One of our key benefits is a strong and powerful search engine. NetDocuments uses, the Fast Search & Transfer product, which was purchased about a year ago by Microsoft. This was good news for us because Microsoft will support the Fast technology for the long term.  Microsoft has now embedded the Fast search engine with their SharePoint products.

It is important for us to keep our customers satisfied and earn their business every month. Whether they pay monthly, quarterly or annually, we need to make our customers successful. We work with all types of law firms, on average they have about 250 users, with offices worldwide. NetDocuments offers a high level of security and availability for our customers using two state-of-the-art data centers.
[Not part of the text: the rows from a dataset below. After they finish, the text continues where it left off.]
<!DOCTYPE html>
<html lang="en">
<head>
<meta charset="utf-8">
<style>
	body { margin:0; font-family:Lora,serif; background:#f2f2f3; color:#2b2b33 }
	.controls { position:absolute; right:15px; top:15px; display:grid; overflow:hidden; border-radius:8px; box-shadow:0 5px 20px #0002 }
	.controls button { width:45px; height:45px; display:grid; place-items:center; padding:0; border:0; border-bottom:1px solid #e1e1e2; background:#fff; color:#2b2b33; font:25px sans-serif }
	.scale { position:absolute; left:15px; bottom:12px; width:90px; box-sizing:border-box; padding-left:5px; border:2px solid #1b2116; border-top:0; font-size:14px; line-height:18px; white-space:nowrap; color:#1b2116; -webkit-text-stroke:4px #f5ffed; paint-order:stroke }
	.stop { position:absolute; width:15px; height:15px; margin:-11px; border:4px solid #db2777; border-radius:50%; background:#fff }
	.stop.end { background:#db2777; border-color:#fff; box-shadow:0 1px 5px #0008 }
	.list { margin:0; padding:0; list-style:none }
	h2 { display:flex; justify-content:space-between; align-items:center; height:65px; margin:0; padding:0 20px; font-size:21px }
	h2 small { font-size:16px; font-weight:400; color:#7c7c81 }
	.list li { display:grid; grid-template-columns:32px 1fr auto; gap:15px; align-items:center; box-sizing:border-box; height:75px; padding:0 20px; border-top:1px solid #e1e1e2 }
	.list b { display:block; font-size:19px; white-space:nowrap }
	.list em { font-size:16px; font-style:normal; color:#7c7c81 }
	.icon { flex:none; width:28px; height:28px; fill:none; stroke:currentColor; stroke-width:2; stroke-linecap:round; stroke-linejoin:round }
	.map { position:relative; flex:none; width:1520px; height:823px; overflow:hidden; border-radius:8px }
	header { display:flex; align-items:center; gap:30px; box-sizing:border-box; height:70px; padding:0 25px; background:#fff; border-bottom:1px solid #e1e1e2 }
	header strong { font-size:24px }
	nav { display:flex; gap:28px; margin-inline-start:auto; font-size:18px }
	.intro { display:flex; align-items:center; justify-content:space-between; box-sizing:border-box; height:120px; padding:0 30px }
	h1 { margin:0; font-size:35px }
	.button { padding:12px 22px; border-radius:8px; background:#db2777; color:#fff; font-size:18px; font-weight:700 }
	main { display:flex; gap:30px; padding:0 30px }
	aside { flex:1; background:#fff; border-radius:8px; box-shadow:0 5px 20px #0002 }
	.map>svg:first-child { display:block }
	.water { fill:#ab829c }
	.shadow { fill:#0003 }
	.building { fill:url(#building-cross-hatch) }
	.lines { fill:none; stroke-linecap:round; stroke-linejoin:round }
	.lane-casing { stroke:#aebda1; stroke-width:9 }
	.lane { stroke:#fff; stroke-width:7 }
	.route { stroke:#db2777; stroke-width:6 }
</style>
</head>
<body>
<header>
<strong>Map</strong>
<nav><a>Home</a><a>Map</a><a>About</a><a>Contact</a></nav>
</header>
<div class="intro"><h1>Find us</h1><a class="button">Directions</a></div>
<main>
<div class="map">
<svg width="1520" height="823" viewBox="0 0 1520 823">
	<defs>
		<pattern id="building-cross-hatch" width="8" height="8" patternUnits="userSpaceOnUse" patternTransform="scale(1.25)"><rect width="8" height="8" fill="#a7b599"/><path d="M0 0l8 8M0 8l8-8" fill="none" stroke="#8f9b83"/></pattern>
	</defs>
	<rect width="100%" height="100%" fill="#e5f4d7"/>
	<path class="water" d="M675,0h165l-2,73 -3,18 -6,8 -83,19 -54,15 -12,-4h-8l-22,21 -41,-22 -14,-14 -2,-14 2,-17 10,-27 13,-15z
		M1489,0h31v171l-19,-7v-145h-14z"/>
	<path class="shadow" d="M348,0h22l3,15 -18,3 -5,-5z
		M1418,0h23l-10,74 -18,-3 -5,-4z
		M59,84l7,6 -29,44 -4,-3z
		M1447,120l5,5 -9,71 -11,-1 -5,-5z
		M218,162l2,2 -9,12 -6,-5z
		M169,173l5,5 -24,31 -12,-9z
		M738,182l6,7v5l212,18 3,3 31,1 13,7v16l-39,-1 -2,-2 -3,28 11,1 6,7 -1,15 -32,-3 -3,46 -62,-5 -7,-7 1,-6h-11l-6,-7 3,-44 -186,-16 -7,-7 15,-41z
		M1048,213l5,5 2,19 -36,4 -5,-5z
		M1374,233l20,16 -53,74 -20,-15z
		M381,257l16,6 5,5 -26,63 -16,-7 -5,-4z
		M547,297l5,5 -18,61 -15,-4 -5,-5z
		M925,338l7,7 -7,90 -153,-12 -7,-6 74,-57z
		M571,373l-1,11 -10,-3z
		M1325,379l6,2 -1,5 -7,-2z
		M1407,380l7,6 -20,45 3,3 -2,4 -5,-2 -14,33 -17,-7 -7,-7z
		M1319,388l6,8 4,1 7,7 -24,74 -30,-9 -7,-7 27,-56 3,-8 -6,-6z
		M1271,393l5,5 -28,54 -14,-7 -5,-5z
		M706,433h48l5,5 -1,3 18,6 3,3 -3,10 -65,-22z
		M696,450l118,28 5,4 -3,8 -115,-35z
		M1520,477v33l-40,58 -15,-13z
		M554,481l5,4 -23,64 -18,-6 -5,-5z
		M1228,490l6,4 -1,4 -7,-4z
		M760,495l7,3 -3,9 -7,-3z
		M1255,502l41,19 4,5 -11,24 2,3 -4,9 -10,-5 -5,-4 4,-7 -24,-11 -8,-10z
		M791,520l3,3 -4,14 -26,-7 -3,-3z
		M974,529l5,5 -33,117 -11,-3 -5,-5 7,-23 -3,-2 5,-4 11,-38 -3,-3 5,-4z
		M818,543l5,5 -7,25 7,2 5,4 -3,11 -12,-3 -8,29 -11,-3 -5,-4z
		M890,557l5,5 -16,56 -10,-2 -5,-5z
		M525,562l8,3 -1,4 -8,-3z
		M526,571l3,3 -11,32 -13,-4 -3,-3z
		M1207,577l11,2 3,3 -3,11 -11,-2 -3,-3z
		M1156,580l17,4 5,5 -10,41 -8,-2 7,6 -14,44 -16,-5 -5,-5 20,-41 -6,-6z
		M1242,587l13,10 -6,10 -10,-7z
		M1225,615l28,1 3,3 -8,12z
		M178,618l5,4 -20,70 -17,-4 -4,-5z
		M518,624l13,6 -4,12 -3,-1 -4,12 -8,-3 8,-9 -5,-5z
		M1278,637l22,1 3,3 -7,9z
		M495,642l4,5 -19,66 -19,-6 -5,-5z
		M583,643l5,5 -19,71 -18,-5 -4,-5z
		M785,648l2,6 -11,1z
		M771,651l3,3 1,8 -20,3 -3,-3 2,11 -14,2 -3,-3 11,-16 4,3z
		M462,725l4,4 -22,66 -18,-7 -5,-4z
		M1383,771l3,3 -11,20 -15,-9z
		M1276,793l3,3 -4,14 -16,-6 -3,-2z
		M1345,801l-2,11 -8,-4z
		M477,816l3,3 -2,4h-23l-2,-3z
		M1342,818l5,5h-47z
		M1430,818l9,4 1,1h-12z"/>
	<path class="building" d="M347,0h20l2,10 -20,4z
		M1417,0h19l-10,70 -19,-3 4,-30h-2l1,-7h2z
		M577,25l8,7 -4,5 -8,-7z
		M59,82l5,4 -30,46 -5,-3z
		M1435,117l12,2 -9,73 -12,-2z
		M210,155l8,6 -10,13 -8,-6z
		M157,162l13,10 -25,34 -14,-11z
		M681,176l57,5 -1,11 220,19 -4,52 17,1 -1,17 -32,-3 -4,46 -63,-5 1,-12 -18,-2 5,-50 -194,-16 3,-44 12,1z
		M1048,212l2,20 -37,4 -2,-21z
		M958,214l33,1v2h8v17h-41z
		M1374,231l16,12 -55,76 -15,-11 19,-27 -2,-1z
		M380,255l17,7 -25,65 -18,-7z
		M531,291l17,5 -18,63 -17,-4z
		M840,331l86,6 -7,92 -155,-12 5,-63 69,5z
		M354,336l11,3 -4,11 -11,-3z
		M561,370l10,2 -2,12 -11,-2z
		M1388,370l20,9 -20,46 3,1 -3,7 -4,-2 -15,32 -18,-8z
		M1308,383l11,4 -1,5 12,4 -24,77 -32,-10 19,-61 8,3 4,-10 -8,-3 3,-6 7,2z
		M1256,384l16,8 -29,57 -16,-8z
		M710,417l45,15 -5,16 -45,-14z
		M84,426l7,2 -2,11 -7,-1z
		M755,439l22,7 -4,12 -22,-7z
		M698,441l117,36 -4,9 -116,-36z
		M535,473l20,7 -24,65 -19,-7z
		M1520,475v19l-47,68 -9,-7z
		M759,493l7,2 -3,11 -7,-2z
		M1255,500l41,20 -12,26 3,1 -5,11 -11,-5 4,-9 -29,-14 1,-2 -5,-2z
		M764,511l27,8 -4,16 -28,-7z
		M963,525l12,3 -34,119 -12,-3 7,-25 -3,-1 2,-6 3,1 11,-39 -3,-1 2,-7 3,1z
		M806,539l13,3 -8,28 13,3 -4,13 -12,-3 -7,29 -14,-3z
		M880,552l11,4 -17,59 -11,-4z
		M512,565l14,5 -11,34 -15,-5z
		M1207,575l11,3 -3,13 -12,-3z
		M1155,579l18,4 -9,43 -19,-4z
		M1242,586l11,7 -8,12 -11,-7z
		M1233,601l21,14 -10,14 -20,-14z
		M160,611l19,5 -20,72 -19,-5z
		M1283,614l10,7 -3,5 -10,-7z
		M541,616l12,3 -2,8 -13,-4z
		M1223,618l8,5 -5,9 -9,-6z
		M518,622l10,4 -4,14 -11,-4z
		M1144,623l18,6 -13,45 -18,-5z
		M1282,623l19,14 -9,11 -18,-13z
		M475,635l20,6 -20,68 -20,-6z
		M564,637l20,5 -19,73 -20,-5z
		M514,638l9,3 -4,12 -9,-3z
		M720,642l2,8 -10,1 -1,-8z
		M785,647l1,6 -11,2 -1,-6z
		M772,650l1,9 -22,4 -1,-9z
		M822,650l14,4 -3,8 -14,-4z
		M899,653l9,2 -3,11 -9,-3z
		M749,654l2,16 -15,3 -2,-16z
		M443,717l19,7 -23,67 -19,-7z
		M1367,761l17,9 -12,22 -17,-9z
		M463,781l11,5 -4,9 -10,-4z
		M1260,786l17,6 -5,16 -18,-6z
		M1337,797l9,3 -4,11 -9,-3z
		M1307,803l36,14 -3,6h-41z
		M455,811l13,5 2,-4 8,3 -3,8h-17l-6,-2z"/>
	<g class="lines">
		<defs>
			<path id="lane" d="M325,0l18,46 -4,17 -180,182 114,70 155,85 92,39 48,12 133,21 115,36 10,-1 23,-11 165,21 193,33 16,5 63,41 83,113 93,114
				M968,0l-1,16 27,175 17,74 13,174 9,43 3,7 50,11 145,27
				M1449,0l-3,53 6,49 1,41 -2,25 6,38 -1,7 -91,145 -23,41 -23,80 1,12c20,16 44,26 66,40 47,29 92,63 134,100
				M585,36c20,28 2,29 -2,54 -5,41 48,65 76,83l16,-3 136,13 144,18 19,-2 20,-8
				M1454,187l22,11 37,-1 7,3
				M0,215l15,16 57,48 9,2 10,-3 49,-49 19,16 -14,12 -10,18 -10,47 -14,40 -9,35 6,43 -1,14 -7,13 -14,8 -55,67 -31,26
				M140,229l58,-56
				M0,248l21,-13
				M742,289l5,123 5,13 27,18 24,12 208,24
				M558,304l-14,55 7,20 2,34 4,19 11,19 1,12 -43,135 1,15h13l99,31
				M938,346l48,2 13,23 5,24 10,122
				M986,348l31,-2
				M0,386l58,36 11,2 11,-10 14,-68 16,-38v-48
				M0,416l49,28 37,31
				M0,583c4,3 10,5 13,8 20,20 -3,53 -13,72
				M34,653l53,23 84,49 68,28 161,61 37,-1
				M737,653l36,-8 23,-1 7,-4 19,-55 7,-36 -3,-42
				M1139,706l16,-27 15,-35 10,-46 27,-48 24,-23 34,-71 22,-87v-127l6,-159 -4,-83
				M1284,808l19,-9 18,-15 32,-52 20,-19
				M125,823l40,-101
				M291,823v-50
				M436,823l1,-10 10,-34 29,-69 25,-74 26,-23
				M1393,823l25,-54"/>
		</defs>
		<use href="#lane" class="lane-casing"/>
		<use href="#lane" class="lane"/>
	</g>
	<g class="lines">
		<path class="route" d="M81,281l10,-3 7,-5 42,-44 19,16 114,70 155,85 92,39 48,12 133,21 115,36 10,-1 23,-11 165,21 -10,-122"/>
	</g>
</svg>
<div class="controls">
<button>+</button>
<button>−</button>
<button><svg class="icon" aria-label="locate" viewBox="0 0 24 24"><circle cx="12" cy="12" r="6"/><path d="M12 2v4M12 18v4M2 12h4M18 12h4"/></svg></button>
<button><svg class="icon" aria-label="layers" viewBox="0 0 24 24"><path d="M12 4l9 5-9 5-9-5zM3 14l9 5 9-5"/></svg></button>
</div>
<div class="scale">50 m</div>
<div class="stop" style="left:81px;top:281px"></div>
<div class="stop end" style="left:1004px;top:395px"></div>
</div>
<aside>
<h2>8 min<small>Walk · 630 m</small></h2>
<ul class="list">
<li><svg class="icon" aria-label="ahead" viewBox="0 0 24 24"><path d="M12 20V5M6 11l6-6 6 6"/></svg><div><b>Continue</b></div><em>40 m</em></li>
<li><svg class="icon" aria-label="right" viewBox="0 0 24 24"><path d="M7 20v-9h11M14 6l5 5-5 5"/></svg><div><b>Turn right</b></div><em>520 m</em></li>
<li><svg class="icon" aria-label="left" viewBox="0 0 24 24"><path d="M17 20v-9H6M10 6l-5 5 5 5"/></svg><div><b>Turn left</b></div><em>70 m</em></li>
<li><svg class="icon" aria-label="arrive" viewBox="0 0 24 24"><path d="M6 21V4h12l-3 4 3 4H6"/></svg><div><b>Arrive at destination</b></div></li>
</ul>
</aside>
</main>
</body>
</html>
What do you see as the key trend emerging in the SaaS industry?

Indirect channels are becoming very important to the SaaS industry.  The major trend we see is that SaaS now makes it possible for the large industry players like Microsoft, Google and EMC to reach the SMB market much more effectively. Over time these large firms are going to either form partnerships or acquire companies who have figured this out. New ISV’s are not only trying to figure out how to build Software-as-a-Service businesses, but also trying to create compensation plans that drive business for them and their channel partners.

What is your outlook for 2009?

NetDocuments has been doing well during the recession and we have been experiencing double digit growth while still being profitable. The legal market is resilient and we have been able to cherry pick old Interwoven and OpenText customers by offering a better service at a lower cost.